(Dataset records)
--- START ---
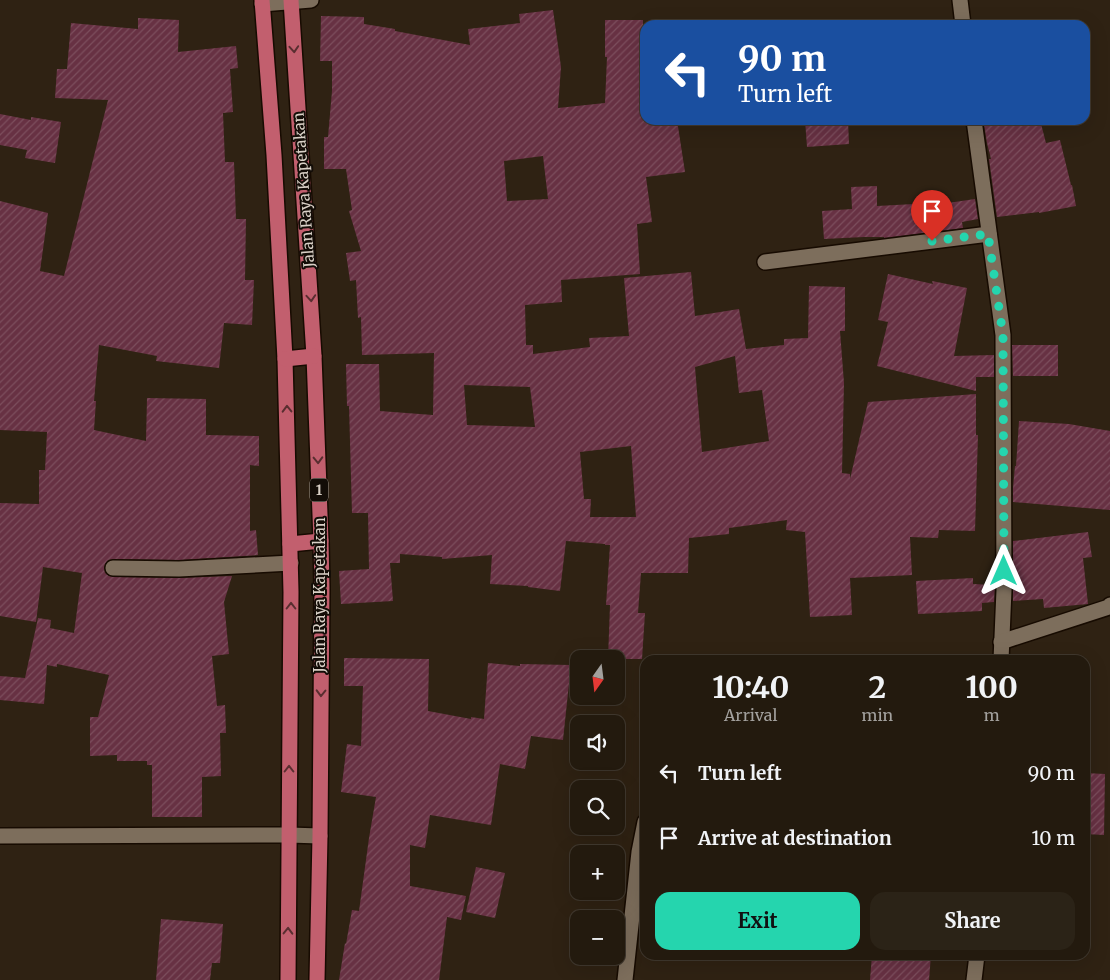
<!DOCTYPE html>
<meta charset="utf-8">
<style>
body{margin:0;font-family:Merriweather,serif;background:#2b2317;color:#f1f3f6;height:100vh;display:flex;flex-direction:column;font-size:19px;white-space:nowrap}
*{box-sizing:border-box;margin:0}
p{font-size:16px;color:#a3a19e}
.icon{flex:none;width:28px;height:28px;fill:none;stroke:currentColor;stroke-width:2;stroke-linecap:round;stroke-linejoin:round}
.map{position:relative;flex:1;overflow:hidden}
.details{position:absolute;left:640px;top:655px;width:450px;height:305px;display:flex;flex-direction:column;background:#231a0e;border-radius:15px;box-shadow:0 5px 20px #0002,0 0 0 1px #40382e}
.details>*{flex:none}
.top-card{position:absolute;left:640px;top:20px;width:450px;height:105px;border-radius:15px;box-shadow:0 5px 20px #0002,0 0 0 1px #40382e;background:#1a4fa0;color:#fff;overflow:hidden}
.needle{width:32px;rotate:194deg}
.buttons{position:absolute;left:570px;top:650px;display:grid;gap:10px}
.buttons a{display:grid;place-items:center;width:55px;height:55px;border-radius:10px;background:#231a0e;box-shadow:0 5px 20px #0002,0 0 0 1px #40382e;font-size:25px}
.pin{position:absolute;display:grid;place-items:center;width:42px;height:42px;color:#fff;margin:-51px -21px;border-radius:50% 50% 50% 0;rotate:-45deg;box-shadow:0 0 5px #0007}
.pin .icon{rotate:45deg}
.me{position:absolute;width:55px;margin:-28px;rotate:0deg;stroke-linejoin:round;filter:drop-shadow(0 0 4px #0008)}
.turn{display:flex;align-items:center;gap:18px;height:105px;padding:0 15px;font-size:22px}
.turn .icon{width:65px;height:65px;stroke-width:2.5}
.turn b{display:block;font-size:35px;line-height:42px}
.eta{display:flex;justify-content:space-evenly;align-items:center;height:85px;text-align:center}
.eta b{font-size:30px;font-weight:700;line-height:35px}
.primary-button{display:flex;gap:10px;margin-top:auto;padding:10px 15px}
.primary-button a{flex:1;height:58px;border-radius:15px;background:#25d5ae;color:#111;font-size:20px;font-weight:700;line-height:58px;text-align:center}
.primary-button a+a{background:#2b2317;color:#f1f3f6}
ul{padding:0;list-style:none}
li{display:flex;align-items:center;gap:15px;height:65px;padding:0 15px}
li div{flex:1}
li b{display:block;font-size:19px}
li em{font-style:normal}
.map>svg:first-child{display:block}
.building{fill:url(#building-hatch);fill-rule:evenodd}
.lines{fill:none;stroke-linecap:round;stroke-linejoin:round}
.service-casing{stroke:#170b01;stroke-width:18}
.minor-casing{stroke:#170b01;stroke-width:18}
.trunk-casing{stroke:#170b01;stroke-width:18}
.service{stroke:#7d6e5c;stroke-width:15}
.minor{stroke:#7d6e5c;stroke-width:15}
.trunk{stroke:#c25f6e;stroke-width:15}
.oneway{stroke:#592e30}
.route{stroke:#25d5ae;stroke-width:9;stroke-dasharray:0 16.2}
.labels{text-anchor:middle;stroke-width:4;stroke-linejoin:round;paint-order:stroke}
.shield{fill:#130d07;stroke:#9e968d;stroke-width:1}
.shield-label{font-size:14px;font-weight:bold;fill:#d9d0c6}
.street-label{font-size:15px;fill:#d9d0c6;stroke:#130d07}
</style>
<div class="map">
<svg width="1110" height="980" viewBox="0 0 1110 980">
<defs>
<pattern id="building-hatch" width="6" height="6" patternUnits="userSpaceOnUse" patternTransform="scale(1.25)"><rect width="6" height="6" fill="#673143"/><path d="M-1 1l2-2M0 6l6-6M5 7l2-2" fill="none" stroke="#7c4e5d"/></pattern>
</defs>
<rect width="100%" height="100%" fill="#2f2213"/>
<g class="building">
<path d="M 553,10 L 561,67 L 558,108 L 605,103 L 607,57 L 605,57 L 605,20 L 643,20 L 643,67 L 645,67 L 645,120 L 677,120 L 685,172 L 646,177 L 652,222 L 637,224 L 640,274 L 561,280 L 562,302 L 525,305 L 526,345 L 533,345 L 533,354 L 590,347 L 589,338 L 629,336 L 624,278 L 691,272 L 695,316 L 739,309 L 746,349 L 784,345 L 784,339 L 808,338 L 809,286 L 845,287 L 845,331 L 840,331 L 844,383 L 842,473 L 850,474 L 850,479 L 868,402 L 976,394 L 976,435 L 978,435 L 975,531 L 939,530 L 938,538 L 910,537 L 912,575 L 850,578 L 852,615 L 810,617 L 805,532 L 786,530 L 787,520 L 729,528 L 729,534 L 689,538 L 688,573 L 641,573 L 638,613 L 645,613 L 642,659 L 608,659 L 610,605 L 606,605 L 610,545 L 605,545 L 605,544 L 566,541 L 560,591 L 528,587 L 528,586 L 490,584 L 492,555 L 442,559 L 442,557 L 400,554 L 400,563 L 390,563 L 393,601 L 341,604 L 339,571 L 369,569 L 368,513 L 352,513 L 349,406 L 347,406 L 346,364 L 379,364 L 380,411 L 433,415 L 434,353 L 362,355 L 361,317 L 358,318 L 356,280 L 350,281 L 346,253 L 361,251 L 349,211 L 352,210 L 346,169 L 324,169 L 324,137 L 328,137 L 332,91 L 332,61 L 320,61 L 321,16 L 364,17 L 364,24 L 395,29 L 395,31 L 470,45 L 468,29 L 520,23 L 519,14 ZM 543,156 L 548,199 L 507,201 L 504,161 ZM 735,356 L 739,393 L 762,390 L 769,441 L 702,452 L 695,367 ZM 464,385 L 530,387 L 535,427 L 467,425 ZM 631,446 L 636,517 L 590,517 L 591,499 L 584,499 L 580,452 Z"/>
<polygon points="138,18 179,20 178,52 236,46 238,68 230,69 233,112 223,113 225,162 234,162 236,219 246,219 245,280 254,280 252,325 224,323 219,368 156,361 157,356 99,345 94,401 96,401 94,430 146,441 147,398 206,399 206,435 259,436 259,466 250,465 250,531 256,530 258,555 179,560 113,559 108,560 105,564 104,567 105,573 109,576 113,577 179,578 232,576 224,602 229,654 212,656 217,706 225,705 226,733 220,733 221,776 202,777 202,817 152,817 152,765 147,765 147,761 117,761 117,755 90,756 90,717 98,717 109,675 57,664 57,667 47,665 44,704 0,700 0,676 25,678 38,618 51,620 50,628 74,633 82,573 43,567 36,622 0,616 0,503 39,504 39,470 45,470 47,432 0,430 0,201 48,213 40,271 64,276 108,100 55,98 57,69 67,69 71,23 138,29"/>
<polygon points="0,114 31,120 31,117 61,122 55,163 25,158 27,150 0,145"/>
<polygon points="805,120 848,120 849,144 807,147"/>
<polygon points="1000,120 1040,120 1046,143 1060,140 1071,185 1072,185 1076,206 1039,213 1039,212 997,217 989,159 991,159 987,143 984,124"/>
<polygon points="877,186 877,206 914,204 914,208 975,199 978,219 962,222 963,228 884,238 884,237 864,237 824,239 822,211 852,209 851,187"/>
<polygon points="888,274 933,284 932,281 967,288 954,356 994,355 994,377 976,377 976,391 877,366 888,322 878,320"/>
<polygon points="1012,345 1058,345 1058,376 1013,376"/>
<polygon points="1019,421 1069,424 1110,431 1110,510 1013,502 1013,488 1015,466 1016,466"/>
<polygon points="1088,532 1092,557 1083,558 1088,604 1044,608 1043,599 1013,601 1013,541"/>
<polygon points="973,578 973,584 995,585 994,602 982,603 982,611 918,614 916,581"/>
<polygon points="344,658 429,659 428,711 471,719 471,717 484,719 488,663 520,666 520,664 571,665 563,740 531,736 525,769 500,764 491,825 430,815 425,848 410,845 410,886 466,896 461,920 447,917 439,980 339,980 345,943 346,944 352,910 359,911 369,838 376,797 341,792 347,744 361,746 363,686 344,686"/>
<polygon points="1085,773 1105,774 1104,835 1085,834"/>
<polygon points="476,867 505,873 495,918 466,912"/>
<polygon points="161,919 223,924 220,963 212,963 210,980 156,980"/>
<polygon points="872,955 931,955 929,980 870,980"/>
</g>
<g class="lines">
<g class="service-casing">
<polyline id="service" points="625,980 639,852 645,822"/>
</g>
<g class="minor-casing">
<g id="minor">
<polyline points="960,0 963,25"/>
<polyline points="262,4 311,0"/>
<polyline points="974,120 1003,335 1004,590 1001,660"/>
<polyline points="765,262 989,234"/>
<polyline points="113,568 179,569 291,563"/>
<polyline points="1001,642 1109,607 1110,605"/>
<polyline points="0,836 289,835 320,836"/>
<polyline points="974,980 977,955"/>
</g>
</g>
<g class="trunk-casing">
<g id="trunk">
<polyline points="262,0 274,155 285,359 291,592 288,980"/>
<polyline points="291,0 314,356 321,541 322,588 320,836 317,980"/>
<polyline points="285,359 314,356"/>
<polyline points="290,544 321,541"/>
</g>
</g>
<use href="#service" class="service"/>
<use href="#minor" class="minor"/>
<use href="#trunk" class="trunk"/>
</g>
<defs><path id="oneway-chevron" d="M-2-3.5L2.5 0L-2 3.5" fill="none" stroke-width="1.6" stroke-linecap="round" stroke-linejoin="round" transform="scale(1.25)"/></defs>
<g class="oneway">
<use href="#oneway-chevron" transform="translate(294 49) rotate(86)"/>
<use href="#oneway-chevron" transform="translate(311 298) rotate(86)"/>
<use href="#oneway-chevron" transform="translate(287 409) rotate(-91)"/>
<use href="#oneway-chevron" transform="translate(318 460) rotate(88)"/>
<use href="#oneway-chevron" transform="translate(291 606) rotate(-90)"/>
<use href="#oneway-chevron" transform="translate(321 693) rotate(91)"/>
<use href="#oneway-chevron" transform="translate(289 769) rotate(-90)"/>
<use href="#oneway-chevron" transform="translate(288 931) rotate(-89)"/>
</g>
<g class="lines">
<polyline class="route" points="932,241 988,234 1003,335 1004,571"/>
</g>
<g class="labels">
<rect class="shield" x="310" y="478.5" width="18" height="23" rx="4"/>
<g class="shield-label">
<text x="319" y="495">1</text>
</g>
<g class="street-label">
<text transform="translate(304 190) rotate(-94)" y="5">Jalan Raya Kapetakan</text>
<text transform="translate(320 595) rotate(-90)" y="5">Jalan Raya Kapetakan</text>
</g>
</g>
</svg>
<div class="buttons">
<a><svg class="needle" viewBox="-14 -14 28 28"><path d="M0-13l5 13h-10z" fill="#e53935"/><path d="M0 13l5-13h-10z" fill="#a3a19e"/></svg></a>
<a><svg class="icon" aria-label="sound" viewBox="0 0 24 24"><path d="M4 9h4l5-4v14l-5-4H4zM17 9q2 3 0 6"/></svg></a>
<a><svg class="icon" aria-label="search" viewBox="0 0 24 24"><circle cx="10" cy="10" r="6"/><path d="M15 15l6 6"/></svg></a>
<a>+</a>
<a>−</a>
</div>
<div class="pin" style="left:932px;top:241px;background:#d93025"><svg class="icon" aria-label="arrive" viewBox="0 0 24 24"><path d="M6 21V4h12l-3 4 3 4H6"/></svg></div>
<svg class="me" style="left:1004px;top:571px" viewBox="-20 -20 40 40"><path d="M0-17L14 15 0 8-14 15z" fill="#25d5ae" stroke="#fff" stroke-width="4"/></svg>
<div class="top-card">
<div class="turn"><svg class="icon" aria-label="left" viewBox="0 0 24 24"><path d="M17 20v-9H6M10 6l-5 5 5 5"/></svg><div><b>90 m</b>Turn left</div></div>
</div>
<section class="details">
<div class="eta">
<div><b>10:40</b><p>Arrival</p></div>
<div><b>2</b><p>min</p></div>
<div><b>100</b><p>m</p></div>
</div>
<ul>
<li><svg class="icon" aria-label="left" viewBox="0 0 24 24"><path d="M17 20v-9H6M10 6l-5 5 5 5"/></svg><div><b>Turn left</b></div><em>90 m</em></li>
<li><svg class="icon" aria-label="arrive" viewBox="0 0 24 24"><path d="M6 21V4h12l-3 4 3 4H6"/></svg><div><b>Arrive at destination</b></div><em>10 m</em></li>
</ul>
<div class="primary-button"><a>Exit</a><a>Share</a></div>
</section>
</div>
--- END ---
One stretch of the lines above is wanted, from the line that contains "1069,424 1110,431 1110,510" through the line that contains "973,584 995,585 994,602". Output it exactly.

<polygon points="1019,421 1069,424 1110,431 1110,510 1013,502 1013,488 1015,466 1016,466"/>
<polygon points="1088,532 1092,557 1083,558 1088,604 1044,608 1043,599 1013,601 1013,541"/>
<polygon points="973,578 973,584 995,585 994,602 982,603 982,611 918,614 916,581"/>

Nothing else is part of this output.